One of Europe’s most notorious people-smugglers has been arrested in Iraq following BBC investigation.
Barzan Majeed was arrested in Iraqi Kurdistan on Sunday morning, a senior government official said.
For several years, he and his gang were heavily involved in the people-smuggling trade – in boats and lorries – across the English Channel.
The BBC tracked down Majeed – also known as Scorpion – to the city of Sulaymaniya, where he said he had transported thousands of migrants across the channel.
“Maybe a thousand, maybe 10,000. I don’t know, I didn’t count,” he said.
A senior member of the Kurdistan Regional Government said that officials were able to use the BBC’s findings to locate Majeed.
“It was at 7am this morning that the arrest was made outside his home, they arrested him the moment he stepped out of the home and arrested him without any major problems,” the official said.
“We are now looking at charges against him here first and foremost, and then we will be discussing with European police and prosecutors who want to question him and deal with him.”
The UK’s National Crime Agency (NCA) also confirmed the arrest.
“We are grateful to the BBC for highlighting his case, and remain determined to do all we can to disrupt and dismantle the criminal networks involved in smuggling people to the UK, wherever they operate,” it said in a statement.
Between 2016 and 2021, Scorpion’s gang is believed to have controlled much of the people-smuggling trade between Europe and the UK.
A two-year international police operation resulted in convictions for 26 members of the gang at courts in the UK, France and Belgium.
But Scorpion himself evaded arrest and went on the run.
In his absence, he was tried in a Belgian court and convicted of 121 counts of people-smuggling. In October 2022, he was sentenced to 10 years in jail and fined €968,000 (£834,000).
Scorpion’s whereabouts were unknown, until the BBC found him.
In a call in April, Majeed seemed to show little sympathy for drowned migrants.
“God [writes it down] when you’re going to pass away, but this is sometimes your fault,” he said. “God doesn’t never say ‘Go inside the boat’.”
He eventually agreed to meet at a mall in Sulaymaniyah.
Here he denied being a big player at the top of a criminal organisation. He said other gang members had tried to implicate him.

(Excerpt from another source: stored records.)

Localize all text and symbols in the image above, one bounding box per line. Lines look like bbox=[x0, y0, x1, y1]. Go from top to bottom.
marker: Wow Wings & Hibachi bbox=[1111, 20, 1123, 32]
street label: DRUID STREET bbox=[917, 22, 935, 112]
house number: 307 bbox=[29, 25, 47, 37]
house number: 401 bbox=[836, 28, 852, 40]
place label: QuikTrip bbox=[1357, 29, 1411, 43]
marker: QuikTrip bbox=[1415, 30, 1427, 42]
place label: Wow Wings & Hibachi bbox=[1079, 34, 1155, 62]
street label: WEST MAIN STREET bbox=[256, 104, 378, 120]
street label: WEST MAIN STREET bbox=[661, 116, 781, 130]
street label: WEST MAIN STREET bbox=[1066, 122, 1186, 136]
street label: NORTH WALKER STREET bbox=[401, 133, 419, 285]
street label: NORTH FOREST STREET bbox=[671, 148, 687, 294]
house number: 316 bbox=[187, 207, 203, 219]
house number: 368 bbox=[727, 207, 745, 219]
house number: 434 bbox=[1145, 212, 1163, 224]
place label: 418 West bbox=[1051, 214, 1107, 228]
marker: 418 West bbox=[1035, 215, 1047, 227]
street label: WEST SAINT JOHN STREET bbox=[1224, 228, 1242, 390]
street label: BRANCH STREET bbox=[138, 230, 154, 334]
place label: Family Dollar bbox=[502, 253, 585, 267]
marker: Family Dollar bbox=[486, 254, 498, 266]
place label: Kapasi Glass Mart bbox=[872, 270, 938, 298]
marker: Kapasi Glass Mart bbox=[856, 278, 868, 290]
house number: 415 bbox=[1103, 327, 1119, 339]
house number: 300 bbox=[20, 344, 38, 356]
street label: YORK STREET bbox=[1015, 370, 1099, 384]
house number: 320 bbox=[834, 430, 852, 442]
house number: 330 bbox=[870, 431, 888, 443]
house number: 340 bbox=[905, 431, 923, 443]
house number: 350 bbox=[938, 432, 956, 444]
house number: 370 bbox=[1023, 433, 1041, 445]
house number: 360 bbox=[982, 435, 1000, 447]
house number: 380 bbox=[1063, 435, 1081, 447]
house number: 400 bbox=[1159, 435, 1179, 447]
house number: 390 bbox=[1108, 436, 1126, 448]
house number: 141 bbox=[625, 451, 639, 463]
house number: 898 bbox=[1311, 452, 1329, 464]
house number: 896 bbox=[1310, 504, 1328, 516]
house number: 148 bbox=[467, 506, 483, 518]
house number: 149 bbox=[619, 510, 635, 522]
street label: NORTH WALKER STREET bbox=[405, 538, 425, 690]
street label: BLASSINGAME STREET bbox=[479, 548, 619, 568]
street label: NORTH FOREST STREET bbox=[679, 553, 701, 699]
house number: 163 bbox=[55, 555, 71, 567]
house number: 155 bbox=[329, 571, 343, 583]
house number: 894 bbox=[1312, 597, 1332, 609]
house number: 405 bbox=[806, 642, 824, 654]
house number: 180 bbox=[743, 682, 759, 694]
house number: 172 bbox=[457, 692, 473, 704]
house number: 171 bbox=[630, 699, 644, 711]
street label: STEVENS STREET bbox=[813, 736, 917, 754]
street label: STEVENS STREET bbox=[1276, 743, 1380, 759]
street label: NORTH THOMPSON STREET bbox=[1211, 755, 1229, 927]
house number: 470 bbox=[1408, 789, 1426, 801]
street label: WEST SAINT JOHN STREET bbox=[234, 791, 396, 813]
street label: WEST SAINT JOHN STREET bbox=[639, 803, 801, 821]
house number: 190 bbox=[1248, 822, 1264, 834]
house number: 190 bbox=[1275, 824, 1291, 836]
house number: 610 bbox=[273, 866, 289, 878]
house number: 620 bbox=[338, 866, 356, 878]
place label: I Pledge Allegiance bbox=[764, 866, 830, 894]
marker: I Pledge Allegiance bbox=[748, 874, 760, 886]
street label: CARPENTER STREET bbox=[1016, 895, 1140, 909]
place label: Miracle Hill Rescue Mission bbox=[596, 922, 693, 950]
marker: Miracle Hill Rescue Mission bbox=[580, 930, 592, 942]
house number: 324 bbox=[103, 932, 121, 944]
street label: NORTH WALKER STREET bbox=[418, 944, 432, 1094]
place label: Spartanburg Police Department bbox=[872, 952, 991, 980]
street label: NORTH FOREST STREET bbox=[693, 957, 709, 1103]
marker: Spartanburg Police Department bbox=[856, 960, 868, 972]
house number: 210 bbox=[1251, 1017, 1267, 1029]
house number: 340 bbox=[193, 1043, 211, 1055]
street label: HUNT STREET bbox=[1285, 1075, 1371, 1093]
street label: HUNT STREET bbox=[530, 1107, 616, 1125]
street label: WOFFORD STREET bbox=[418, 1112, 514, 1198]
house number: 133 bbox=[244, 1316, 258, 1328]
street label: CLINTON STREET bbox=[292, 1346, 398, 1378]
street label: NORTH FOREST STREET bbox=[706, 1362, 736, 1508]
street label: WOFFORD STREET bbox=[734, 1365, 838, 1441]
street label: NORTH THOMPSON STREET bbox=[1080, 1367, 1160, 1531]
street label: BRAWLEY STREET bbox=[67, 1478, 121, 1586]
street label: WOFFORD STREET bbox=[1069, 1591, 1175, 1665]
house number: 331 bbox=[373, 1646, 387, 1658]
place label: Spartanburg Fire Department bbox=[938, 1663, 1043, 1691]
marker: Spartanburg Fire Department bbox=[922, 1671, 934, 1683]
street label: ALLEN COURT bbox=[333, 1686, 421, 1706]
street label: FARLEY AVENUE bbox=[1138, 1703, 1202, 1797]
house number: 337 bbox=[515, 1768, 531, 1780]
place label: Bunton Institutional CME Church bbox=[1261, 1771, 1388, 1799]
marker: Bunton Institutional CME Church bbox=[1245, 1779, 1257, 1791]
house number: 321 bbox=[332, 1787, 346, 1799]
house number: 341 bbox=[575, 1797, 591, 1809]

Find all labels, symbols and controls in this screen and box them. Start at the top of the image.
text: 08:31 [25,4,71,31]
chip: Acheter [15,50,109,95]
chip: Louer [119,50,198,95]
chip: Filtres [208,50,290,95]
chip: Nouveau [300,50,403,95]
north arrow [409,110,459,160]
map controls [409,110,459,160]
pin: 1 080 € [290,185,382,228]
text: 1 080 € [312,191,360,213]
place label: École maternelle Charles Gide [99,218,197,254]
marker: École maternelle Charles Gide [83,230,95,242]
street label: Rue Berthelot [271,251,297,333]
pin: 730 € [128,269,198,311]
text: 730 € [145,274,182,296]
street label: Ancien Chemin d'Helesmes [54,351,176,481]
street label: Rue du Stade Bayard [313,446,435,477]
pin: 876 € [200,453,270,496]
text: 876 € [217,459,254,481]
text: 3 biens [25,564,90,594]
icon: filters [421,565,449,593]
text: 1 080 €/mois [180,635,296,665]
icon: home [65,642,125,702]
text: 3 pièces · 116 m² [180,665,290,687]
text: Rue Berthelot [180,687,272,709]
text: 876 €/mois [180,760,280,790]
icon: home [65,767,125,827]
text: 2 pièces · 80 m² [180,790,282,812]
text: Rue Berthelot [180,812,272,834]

“A couple of people, when they get arrested, they say, ‘We’re working for him’. They want to get less sentence.”
Majeed then invited Rob Lawrie, a former soldier who works with refugees and worked with the BBC on the investigation, to see the money exchange he worked from in Sulaymaniyah.
“Nobody forced them. They wanted to,” he said. “They were begging the smugglers, ‘Please, please do this for us.’ Sometimes the smugglers say, ‘Just because of the sake of God, I will help them.’ And then they complain, they say, ‘Oh this, that…’ No, this is not true.”
Ann Lukowiak from the public prosecutor’s office in Belgium welcomed the news of his arrest.
“At last we have a chance of seeing justice done in this case, of having him directly face his crimes and answer for them.”